The Company operates in two business segments, Asset Liquidation and Patent Licensing. The Company’s segments are discussed in more detail in Note 15.

 

Counsel RB is the Company’s Asset Liquidation operating segment, specializing in the acquisition and disposition of distressed and surplus assets throughout the United States and Canada. Counsel RB was established and began operations in 2009, and was originally owned 75% by the Company and 25% by its Co-CEOs. In November 2010, the Company acquired the Co-CEOs’ 25% interest in exchange for approximately 3.2 million shares of the Company.

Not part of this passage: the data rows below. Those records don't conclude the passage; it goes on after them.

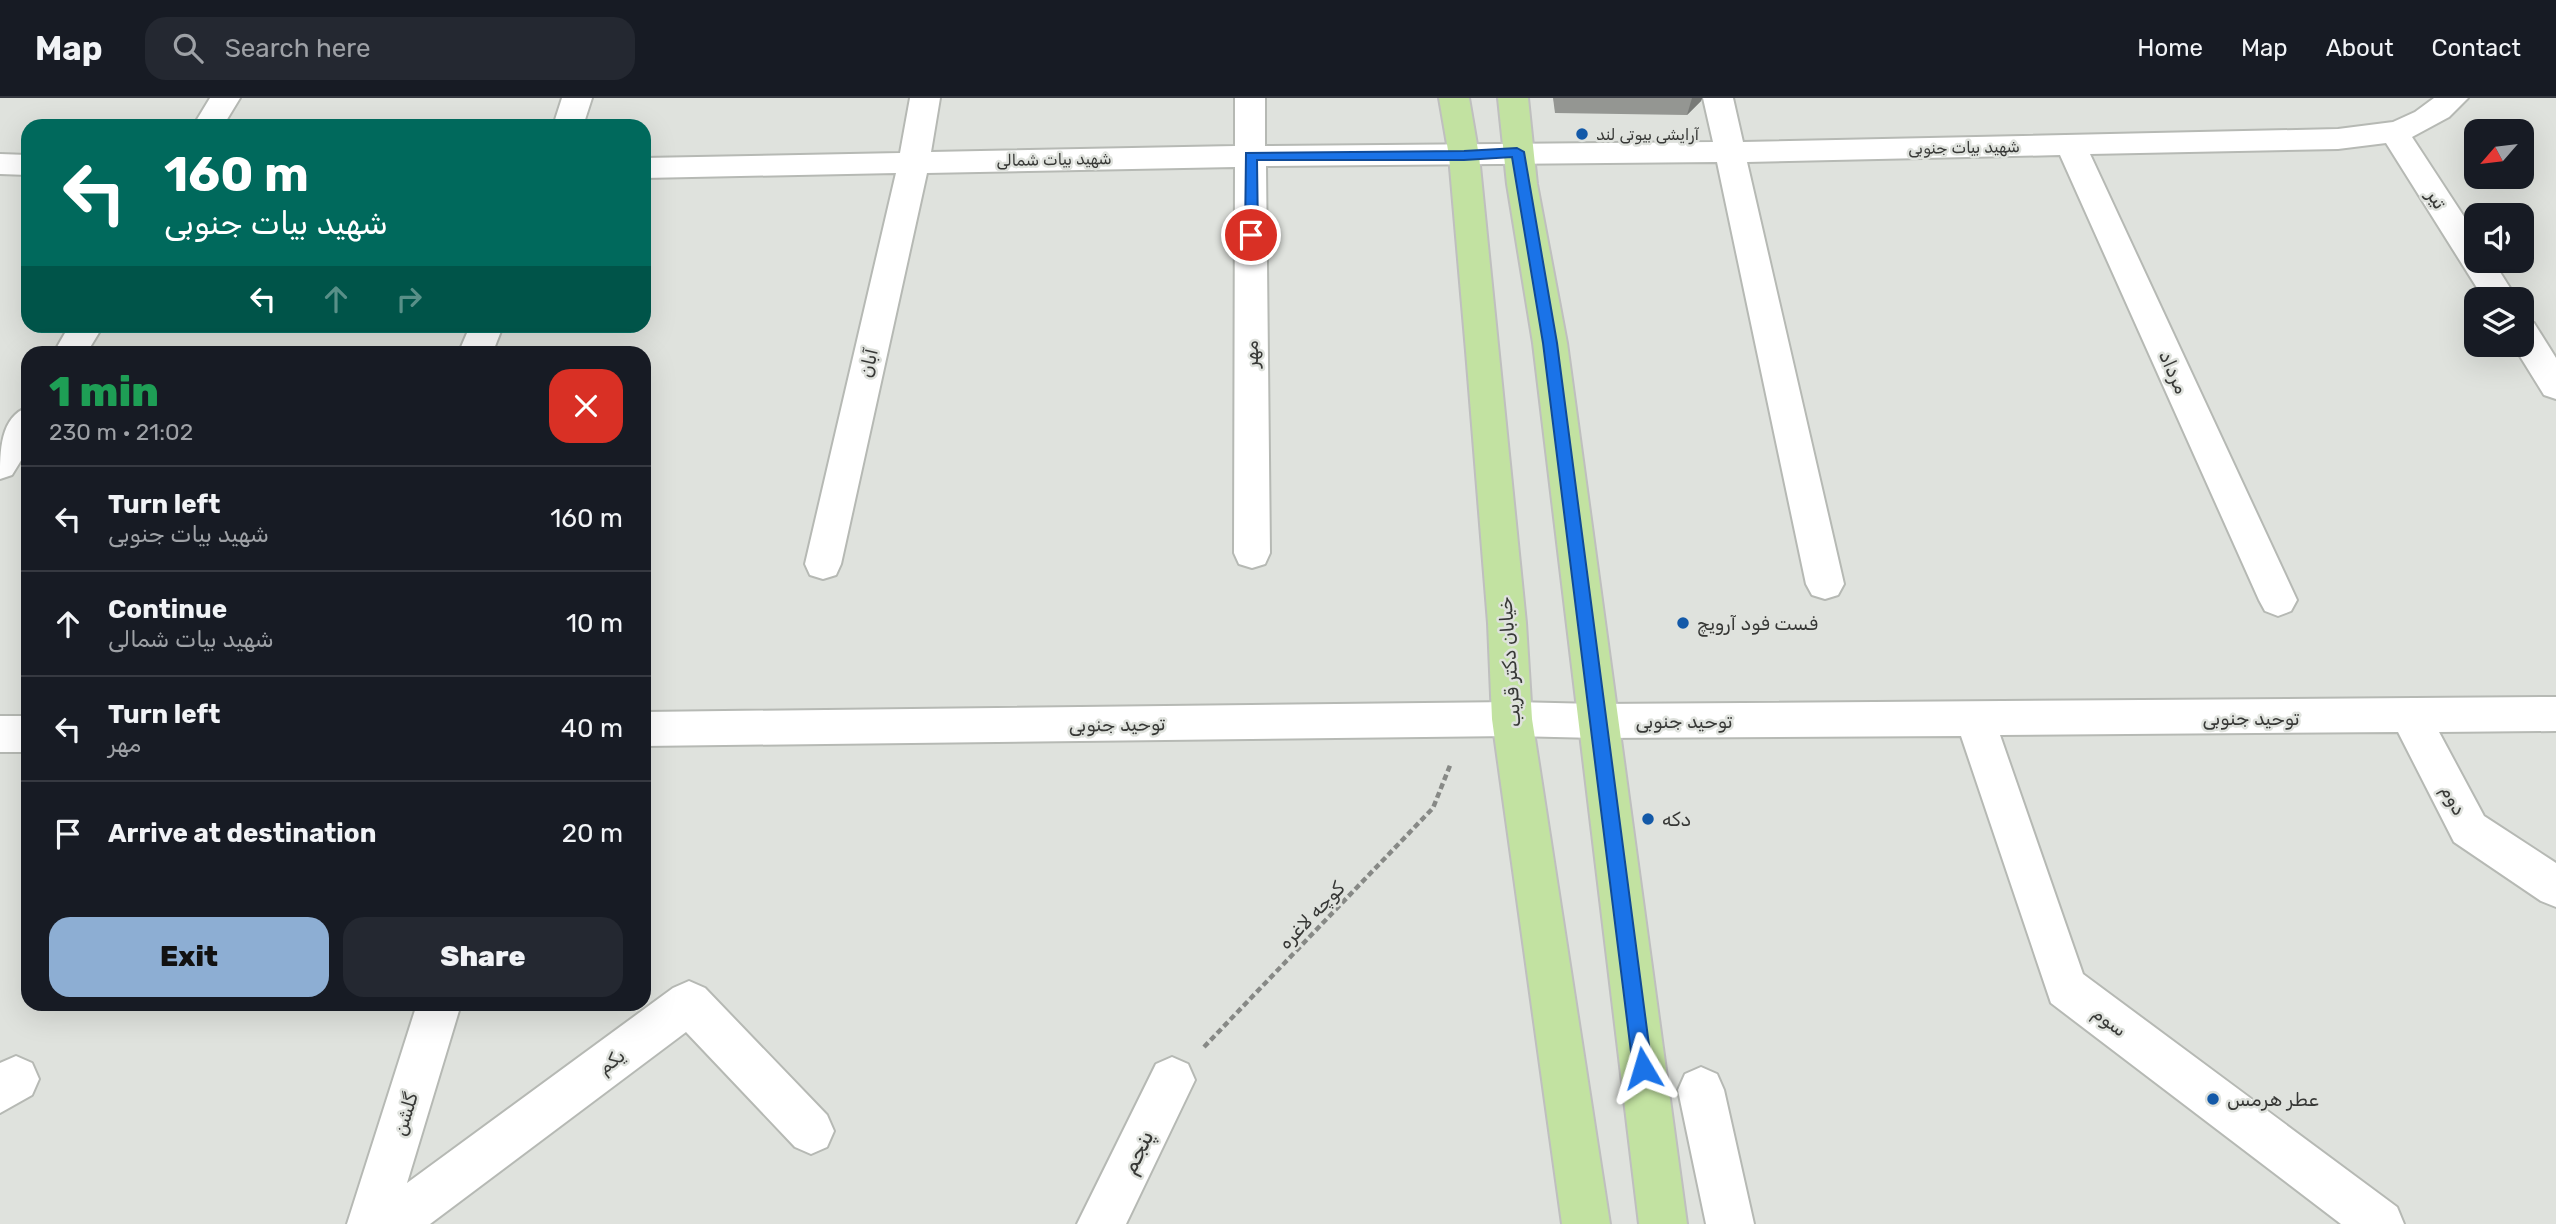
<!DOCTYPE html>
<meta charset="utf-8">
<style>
body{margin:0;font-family:Rubik,"Noto Sans Arabic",sans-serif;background:#242831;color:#f1f3f6;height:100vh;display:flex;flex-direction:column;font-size:26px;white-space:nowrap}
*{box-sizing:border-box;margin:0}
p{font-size:23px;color:#9ea1a6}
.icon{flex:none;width:38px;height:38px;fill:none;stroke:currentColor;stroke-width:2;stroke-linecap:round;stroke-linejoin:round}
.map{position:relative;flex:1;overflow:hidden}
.details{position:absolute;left:21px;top:248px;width:630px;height:665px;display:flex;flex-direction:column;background:#171b24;border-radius:21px;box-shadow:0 7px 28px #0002}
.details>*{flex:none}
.guide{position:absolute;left:21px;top:21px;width:630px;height:214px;border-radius:21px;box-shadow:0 7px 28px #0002;background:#00695c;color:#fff;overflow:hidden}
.needle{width:46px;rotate:242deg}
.fabs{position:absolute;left:2464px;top:21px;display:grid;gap:14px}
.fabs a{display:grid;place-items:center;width:70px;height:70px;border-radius:14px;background:#171b24;box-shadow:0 7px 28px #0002;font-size:35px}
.pin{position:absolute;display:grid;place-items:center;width:60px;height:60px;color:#fff;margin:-30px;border:4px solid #fff;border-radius:50%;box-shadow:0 2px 7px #0007}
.me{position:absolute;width:77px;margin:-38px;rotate:353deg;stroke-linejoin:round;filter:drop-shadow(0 0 5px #0008)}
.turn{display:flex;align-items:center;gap:24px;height:147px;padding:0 28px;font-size:32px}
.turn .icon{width:91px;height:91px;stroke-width:2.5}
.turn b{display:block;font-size:49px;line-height:60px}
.lanes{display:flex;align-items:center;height:66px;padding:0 28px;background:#0003;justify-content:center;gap:35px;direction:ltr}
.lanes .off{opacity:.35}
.round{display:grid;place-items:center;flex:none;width:74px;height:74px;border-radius:21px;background:#242831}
.headline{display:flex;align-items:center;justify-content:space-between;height:119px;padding:0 28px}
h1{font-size:42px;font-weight:800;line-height:52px;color:#1e9e55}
.cta{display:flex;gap:14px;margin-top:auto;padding:14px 28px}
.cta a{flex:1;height:80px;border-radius:21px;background:#8daed3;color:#111;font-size:28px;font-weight:800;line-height:80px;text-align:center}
.cta a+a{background:#242831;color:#f1f3f6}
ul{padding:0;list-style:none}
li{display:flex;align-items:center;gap:21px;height:105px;padding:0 28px;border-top:2px solid #363941}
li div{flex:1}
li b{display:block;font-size:26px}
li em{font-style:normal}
header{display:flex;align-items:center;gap:42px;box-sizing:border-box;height:98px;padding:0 35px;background:#171b24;border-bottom:2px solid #363941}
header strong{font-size:33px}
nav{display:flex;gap:38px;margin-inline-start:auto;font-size:24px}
.search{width:490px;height:63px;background:#242831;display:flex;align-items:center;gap:18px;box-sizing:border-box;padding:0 24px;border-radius:21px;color:#9ea1a6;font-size:26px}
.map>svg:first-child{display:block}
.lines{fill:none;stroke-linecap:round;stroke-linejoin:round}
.minor-casing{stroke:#b6b9b4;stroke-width:4}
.major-casing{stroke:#bfbfbf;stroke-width:4}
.path{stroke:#878986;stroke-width:4.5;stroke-dasharray:6 3.5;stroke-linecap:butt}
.minor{fill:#fff;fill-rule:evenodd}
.major{fill:#c2e2a1;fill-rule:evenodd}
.wall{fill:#949692}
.shaded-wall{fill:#787a77}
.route{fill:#1a73e8;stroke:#114b97;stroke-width:2}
.poi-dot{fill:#1359a8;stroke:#dfe2dd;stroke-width:2.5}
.labels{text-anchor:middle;stroke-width:5;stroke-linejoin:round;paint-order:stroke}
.far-poi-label{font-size:16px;fill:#373836;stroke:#dfe2dd;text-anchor:start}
.far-street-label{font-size:16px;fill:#373836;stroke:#dfe2dd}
.street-label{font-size:19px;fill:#373836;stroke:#dfe2dd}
.poi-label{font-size:19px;fill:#373836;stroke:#dfe2dd;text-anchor:start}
.near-street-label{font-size:23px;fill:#373836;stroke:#dfe2dd}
</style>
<header>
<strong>Map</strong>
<div class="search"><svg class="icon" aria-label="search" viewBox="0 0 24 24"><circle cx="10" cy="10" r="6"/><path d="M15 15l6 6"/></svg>Search here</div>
<nav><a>Home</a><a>Map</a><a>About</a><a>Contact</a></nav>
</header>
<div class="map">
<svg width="2556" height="1126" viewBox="0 0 2556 1126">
<rect width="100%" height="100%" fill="#dfe2dd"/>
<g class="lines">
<!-- minor casing -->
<g class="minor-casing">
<path id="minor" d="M210 0H240L223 28H193Z
M562 0H592L583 28H553Z
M910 0H940L931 54 1235 48V0H1265V48L1713 44 1703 0H1733L1743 44 2338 31 2393 24 2415 14 2434 0H2468L2449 19 2412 39 2476 137V163H2493L2517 201H2484L2386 45 2338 51 2090 56 2297 502 2291 513 2278 518 2265 513 2259 502 2060 57 1747 64 1844 486 1838 497 1825 501 1812 497 1806 486 1717 64 1266 68 1270 455 1265 466 1252 470 1239 466 1234 455 1235 69 927 75 841 466 836 477 823 481 810 477 805 466 896 75 644 80V60L900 55Z
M0 56 28 57V77L0 76Z
M2522 222 2534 225 2556 260V301L2544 297 2513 247H2522Z
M69 228H103L86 256H53Z
M470 228H503L492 256H458Z
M28 309V351L12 377 0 381C0 353 0 319 28 309Z
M2556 599V633L2439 634 2484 718 2556 765V809L2541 803 2454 744 2398 634 2000 637 2083 876 2397 1109 2404 1126H2341L2051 905 1961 638 1596 640 1512 638 644 648V614L1512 604 1596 606Z
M0 618H28V654H0Z
M689 883 705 890 827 1017 834 1033 827 1049 811 1056 795 1049 686 934 430 1126H347L417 906H461L407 1085 673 890Z
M16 958 32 965 39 981 32 997 0 1015V965Z
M1172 959 1188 966 1195 982 1126 1126H1077L1156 966Z
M1701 969 1717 976 1724 992 1754 1126H1706L1678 992 1685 976Z"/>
</g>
<!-- major casing -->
<g class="major-casing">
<path id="major" d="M1439 0H1469L1479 58 1526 525 1532 621 1610 1126H1562L1492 621 1488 525 1466 253 1449 58Z
M1498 0H1528L1537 86 1567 245 1687 1126H1639L1533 245 1507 86Z"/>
</g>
<!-- path -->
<path class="path" d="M1204 949 1433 710 1451 665"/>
<!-- minor -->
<use href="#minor" class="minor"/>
<!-- major -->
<use href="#major" class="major"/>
</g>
<!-- wall -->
<path class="wall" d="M1553 0H1702L1701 3 1687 17 1555 15Z"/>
<!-- shaded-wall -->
<path class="shaded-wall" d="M1692 0H1702L1701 3 1687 17Z"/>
<!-- route -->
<path class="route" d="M1517 50 1524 54 1557 245 1652 970 1649 976 1643 979 1636 976 1633 970 1543 245 1512 59 1464 62H1257L1258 137 1251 142 1245 137 1246 55 1464 53Z"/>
<!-- markers -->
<g class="poi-dot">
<circle cx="1582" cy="36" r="7"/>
<circle cx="1683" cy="525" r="7"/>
<circle cx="1648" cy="721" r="7"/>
<circle cx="2213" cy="1001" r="7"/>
</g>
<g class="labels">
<!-- far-poi labels -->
<g class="far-poi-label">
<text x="1596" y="42">آرایشی بیوتی لند</text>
</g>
<!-- far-street labels -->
<g class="far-street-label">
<text transform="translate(1964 49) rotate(-1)" y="6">شهید بیات جنوبی</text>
<text transform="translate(1054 61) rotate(-1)" y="6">شهید بیات شمالی</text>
</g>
<!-- street labels -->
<g class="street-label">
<text transform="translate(2437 101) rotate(57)" y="7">تیر</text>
<text transform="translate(1251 256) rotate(-90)" y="7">مهر</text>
<text transform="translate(868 265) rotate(-77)" y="7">آبان</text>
<text transform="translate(2174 274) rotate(66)" y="7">مرداد</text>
<text transform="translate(1509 564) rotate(-94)" y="7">خیابان دکتر قریب</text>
<text x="2251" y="627">توحید جنوبی</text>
<text x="1684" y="630">توحید جنوبی</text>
<text transform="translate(1117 626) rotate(-1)" y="7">توحید جنوبی</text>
<text transform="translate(2454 702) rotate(62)" y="7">دوم</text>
<text transform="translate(1311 817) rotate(-46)" y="7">کوچه لاغره</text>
<text transform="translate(2110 923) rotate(37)" y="7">سوم</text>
<text transform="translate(611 963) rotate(-37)" y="7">یکم</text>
<text transform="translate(405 1016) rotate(-73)" y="7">گلشن</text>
</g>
<!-- poi labels -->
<g class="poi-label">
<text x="1697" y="532">فست فود آرویچ</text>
<text x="1662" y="728">دکه</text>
<text x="2227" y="1008">عطر هرمس</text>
</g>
<!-- near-street labels -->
<g class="near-street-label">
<text transform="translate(1137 1054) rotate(-64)" y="8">پنجم</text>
</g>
</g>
</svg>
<div class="fabs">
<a><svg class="needle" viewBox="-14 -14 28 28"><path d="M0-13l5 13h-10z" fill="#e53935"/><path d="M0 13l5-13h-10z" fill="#9ea1a6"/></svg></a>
<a><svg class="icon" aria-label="sound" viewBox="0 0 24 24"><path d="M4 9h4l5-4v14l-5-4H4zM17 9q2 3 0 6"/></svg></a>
<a><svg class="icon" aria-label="layers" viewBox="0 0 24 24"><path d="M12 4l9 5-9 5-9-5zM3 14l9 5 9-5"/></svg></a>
</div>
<div class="pin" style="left:1251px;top:137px;background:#d93025"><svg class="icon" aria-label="arrive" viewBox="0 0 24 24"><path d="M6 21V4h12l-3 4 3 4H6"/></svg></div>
<svg class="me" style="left:1643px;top:970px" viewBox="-20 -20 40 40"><path d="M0-17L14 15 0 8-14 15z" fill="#1a73e8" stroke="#fff" stroke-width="4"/></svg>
<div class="guide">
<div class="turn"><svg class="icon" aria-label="left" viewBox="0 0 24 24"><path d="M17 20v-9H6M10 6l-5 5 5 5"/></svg><div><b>160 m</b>شهید بیات جنوبی</div></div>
<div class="lanes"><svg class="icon" aria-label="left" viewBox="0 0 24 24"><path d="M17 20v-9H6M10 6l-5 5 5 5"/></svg><svg class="icon off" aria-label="ahead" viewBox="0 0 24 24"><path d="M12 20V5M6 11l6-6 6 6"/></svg><svg class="icon off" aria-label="right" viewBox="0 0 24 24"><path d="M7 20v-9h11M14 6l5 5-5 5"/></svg></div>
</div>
<section class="details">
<div class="headline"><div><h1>1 min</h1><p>230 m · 21:02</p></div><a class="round" style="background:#d93025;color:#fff"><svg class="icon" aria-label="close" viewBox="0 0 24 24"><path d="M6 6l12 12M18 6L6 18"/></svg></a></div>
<ul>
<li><svg class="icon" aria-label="left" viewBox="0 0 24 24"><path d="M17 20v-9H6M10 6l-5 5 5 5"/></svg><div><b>Turn left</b><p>شهید بیات جنوبی</p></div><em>160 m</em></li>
<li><svg class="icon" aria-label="ahead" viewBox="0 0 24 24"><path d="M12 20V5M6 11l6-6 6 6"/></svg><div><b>Continue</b><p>شهید بیات شمالی</p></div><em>10 m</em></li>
<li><svg class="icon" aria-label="left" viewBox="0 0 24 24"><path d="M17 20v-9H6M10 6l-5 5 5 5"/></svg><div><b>Turn left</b><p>مهر</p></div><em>40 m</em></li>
<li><svg class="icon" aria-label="arrive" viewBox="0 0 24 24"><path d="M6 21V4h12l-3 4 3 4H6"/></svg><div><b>Arrive at destination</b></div><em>20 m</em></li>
</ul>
<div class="cta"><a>Exit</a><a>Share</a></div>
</section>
</div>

In June 2011, Counsel RB expanded its operations through its acquisition of 100% of the business of EP USA, LLC (d/b/a Equity Partners) (“Equity Partners”), a boutique investment banking firm and provider of financial solutions for distressed business and properties. Both Counsel RB’s operations and this transaction are discussed in more detail in Note 2 of these consolidated financial statements. In February 2012, the Company expanded its asset liquidation operations when CRBCI acquired 100% of the outstanding equity of Heritage Global Partners, Inc. (“HGP”), a full-service, global auction and asset advisory firm. This transaction is discussed in more detail in Note 16.

 

Licensing of intellectual property constitutes the Company’s Patent Licensing operating segment. CRBCI owns certain patents, including two foundational patents in voice over internet protocol (“VoIP”) technology – U.S. Patent Nos. 6,243,373 (the “VoIP Patent”) and 6,438,124 (the “C2 Patent”) (together the “VoIP Patent Portfolio”), which it licenses. The VoIP Patent, including a corresponding foreign patent and related international patent applications, was acquired from a third party in 2003. The C2 Patent was developed by the Company. CRBCI’s target market consists of carriers, equipment manufacturers, service providers and end users in the internet protocol telephony market who are using CRBCI’s patented VoIP technologies by deploying VoIP networks for phone-to-phone communications.

 

In 2007, the Company began investing in Internet-based e-commerce businesses by acquiring minority positions in several companies. It has since sold several of those interests, realizing gains in each case. The Company’s most significant investment took place in the second quarter of 2009, when it invested $2,621 to indirectly acquire an approximate 5% interest in Polaroid Corporation, pursuant to a Chapter 11 reorganization in a U.S. bankruptcy court. CRBCI’s interest in Polaroid is managed by Knight’s Bridge Capital Management L.P., an affiliate of CRBCI’s parent, Counsel Corporation (together with its subsidiaries, “Counsel”). The Company’s investments are discussed in more detail in Note 5.